Housing: It’s All About the Inventory!
For now, the housing market is all over the place. Houses that used to be affordable aren't anymore. Read what needs to happen for this market to stabilize.
Housing affordability is dropping like a rock, as prices move up faster than income and interest rates push up monthly mortgage payments. It might not seem like home prices can climb any higher or even remain at these lofty prices, given the current headwinds, but that assumes one thing, a continuous supply of willing sellers.

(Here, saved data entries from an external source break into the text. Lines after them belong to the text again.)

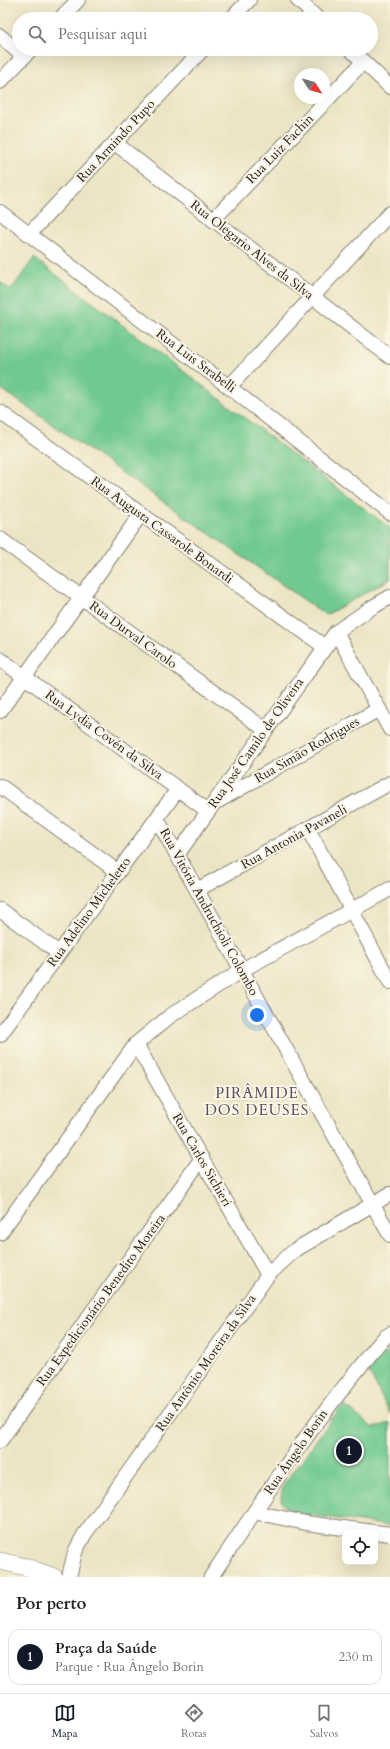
<!DOCTYPE html>
<html lang="pt">
<meta charset="utf-8">
<style>
:root{--surface:#fff;--page:#f6f6f6;--text:#202124;--muted:#757577;--line:#e0e0e0;--accent:#111827}
body{margin:0;font-family:Cardo,serif;background:var(--page);color:var(--text)}
.controls{position:absolute;right:12px;bottom:12px;display:grid;overflow:hidden;border-radius:8px;box-shadow:0 4px 16px #0002}
.controls button{width:36px;height:36px;display:grid;place-items:center;padding:0;border:0;border-bottom:1px solid var(--line);background:var(--surface);color:var(--text);font:20px sans-serif}
.compass{position:absolute;left:294px;top:68px;width:36px;height:36px;border-radius:50%;background:var(--surface);box-shadow:0 4px 16px #0002;rotate:126deg}
.you{position:absolute;left:257px;top:1015px;width:14px;height:14px;margin:-10px;border:3px solid #fff;border-radius:50%;background:#1a73e8;box-shadow:0 0 0 6px #1a73e833}
.badge{display:grid;place-items:center;width:26px;height:26px;border-radius:50%;background:var(--accent);color:#fff;font-size:13px;font-weight:700}
.pin{position:absolute;translate:-50% -50%;border:2px solid #fff;box-shadow:0 1px 4px #0006}
.list{margin:0;padding:0;list-style:none}
h2{display:flex;justify-content:space-between;align-items:center;height:52px;margin:0;padding:0 16px;font-size:17px}
h2 small{font-size:13px;font-weight:400;color:var(--muted)}
.list li{display:grid;grid-template-columns:26px 1fr auto;gap:12px;align-items:center;box-sizing:border-box;height:56px;margin:0 8px 8px;padding:0 8px;border:1px solid var(--line);border-radius:12px}
.list b{display:block;font-size:15px;white-space:nowrap}
.list p{margin:0;font-size:13px;white-space:nowrap;color:var(--muted)}
.list em{font-size:13px;font-style:normal;color:var(--muted)}
.icon{flex:none;width:22px;height:22px;fill:none;stroke:currentColor;stroke-width:2;stroke-linecap:round;stroke-linejoin:round}
.map{position:relative;flex:none;width:390px;height:1577px;overflow:hidden}
.search{position:absolute;background:var(--surface);box-shadow:0 4px 16px #0002;left:12px;right:12px;top:12px;height:44px;display:flex;align-items:center;gap:10px;box-sizing:border-box;padding:0 14px;border-radius:22px;color:var(--muted);font-size:15px}
.sheet{height:116px;background:var(--surface)}
nav{display:flex;justify-content:space-around;align-items:center;box-sizing:border-box;height:56px;border-top:1px solid var(--line);background:var(--surface);font-size:11px;color:var(--muted)}
nav a{display:grid;justify-items:center;gap:2px}
nav .on{color:var(--accent)}
.map>svg:first-child{display:block}
</style>
<div class="map">
<svg width="390" height="1577" viewBox="0 0 390 1577">
<rect width="100%" height="100%" fill="#fcf5e5"/>
<filter id="ink" filterUnits="userSpaceOnUse"><feTurbulence type="fractalNoise" baseFrequency=".025" numOctaves="2"/><feDisplacementMap in="SourceGraphic" scale="8" xChannelSelector="R" yChannelSelector="G"/><feConvolveMatrix kernelMatrix="1 2 1 2 8 2 1 2 1" color-interpolation-filters="sRGB"/></filter>
<filter id="wash" filterUnits="userSpaceOnUse"><feTurbulence type="fractalNoise" baseFrequency=".012" numOctaves="4" result="noise"/><feDisplacementMap in="SourceGraphic" scale="16" xChannelSelector="R" yChannelSelector="G"/><feGaussianBlur stdDeviation="0.9" result="paint"/><feColorMatrix in="noise" values="0 0 0 0 0 0 0 0 0 0 0 0 0 0 0 0 0 1.4 0 .05"/><feComposite in="paint" operator="in"/></filter>
<g filter="url(#wash)">
<rect width="100%" height="100%" fill="#ece5c5"/>
<g fill="#70c990" stroke="#467256">
<path d="M34 258 390 528V579L326 615 0 388V282L11 290Z"/>
<path d="M390 1348V1414L368 1370Z"/>
<path d="M343 1404 373 1428 390 1423V1526L296 1513C280 1507 278 1499 285 1483Z"/>
</g>
</g>
<g filter="url(#ink)">
<g fill="none" stroke-linecap="round" stroke-linejoin="round">
<g stroke="#848070" stroke-width="16">
<g id="minor">
<path d="M298 0 318 19"/>
<path d="M60 19 78 0"/>
<path d="M231 19 249 0"/>
<path d="M0 36 24 57"/>
<path d="M350 49 390 87"/>
<path d="M0 82 31 49"/>
<path d="M115 143 390 357"/>
<path d="M0 212 229 387 390 513"/>
<path d="M213 220 363 62"/>
<path d="M29 234 203 49"/>
<path d="M229 387 390 213"/>
<path d="M0 412 325 647"/>
<path d="M0 539 266 730"/>
<path d="M336 632 390 729"/>
<path d="M0 659 208 811"/>
<path d="M0 711 141 514"/>
<path d="M0 786 118 872"/>
<path d="M218 801 379 709"/>
<path d="M157 819 390 1235"/>
<path d="M308 829 390 982"/>
<path d="M177 855 336 632 371 608 390 597"/>
<path d="M197 890 390 783"/>
<path d="M0 910 59 953"/>
<path d="M0 1035 178 789"/>
<path d="M136 1044 268 1275"/>
<path d="M0 1233 136 1044 170 1016 242 970 390 889"/>
<path d="M0 1441 202 1158"/>
<path d="M254 1512 306 1523 374 1532"/>
<path d="M375 1532 390 1534"/>
<path d="M69 1577 75 1552 84 1535 268 1275 295 1250 390 1194"/>
<path d="M211 1577C266 1494 320 1412 385 1337L390 1334"/>
</g>
</g>
<g stroke="#848070" stroke-width="18">
<path id="tertiary" d="M0 1561 26 1567 54 1577"/>
</g>
<use href="#minor" stroke="#fff" stroke-width="14"/>
<use href="#tertiary" stroke="#fff" stroke-width="17"/>
</g>
</g>
<g text-anchor="middle" dominant-baseline="central" stroke-width="4" stroke-linejoin="round" paint-order="stroke">
<g font-size="13" fill="#1c1c1c" stroke="#fcf5e5">
<text transform="translate(116 141) rotate(-47)">Rua Armindo Pupo</text>
<text transform="translate(280 149) rotate(-46)">Rua Luiz Fachin</text>
<text transform="translate(252 250) rotate(38)">Rua Olegario Alves da Silva</text>
<text transform="translate(196 361) rotate(37)">Rua Luis Strabelli</text>
<text transform="translate(162 530) rotate(36)">Rua Augusta Cassarole Bonardi</text>
<text transform="translate(133 635) rotate(36)">Rua Durval Carolo</text>
<text transform="translate(104 735) rotate(36)">Rua Lydia Covén da Silva</text>
<text transform="translate(256 743) rotate(-55)">Rua José Camilo de Oliveira</text>
<text transform="translate(307 750) rotate(-30)">Rua Simão Rodrigues</text>
<text transform="translate(294 837) rotate(-29)">Rua Antonia Pavaneli</text>
<text transform="translate(89 912) rotate(-54)">Rua Adelino Micheletto</text>
<text transform="translate(209 912) rotate(61)">Rua Vitória Andruchioli Colombo</text>
<text transform="translate(202 1160) rotate(60)">Rua Carlos Sichieri</text>
<text transform="translate(101 1300) rotate(-54)">Rua Expedicionário Benedito Moreira</text>
<text transform="translate(206 1363) rotate(-55)">Rua Antônio Moreira da Silva</text>
<text transform="translate(296 1452) rotate(-55)">Rua Ângelo Borin</text>
</g>
<g font-size="15" letter-spacing="1" fill="#564d60" stroke="#fcf5e5">
<text x="257" y="1093">PIRÂMIDE<tspan x="257" dy="17">DOS DEUSES</tspan></text>
</g>
</g>
</svg>
<div class="controls">
<button><svg class="icon" aria-label="locate" viewBox="0 0 24 24"><circle cx="12" cy="12" r="6"/><path d="M12 2v4M12 18v4M2 12h4M18 12h4"/></svg></button>
</div>
<svg class="compass" viewBox="-18 -18 36 36"><path d="M0-13l5 13h-10z" fill="#e53935"/><path d="M0 13l5-13h-10z" fill="#757577"/></svg>
<div class="you"></div>
<div class="pin badge" style="left:349px;top:1451px">1</div>
<div class="search"><svg class="icon" aria-label="search" viewBox="0 0 24 24"><circle cx="10" cy="10" r="6"/><path d="M15 15l6 6"/></svg>Pesquisar aqui</div>
</div>
<section class="sheet">
<h2>Por perto<small></small></h2>
<ul class="list">
<li><span class="badge">1</span><div><b>Praça da Saúde</b><p>Parque · Rua Ângelo Borin</p></div><em>230 m</em></li>
</ul>
</section>
<nav>
<a class="on"><svg class="icon" aria-label="map" viewBox="0 0 24 24"><path d="M3 6l6-2 6 2 6-2v14l-6 2-6-2-6 2zM9 4v14M15 6v14"/></svg>Mapa</a>
<a><svg class="icon" aria-label="directions" viewBox="0 0 24 24"><path d="M12 3l9 9-9 9-9-9zM9 14v-3h6M13 9l2 2-2 2"/></svg>Rotas</a>
<a><svg class="icon" aria-label="saved" viewBox="0 0 24 24"><path d="M7 4h10v16l-5-4-5 4z"/></svg>Salvos</a>
</nav>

Like any other market, housing is about supply and demand. With millions of Millennials wanting to put down roots, unemployment hovering near 50-year lows, and incomes on the rise, plenty of people with healthy paychecks want to buy homes. But as mortgage rates soar, many potential buyers are finding that homes they could have afforded in February or March are now out of reach. This redirects some buyers to lower-priced units, while forcing those at the bottom of the ladder to put off a home purchase entirely. Other buyers simply will pay up, if they can find a home to buy.
In April, new-home sales dropped 16.6% from a month earlier and 26.9% from the same time last year. The huge drop resulted in more inventory, calculated by how long it will take to sell the number of new homes for sale. Inventory increased from a six-month supply to 7.3 months’ worth. But builders didn’t stand still. Instead of continuing to push new homes into a shrinking market, in May housing starts dropped 14.4%, to their lowest level since April 2020, when the world was panicked about the pandemic. Builders are doing their best to keep supply in check as demand ebbs and flows.
Things are even tighter in the existing-home market, where sales fell to an annual pace of 5.91 million units, down 3.4% in May and 8.6% lower than the same time last year. The number of homes for sale increased from 1.03 million to 1.16 million, but that still represents just 2.6 months’ worth of supply. To get inventory up to a six-month supply, a level that reflects a balance between supply and demand, sales would need to fall by more than 50% (down to 2.32 million per year), inventory would have to jump to 2.95 million units, or we’d need to see some combination of the two.
The lack of supply in both the new-home and existing-home markets explains why the median sale prices continue to climb even as the number of transactions declines. This doesn’t mean home prices won’t fall. If mortgage rates walk higher, affordability will continue to drop. If potential sellers see the market getting soft, they could rush to get their property sold before the current high prices disappear. But with continued high demand and limited inventory, it seems unlikely that we’ll see another free fall like we did in the late 2000s.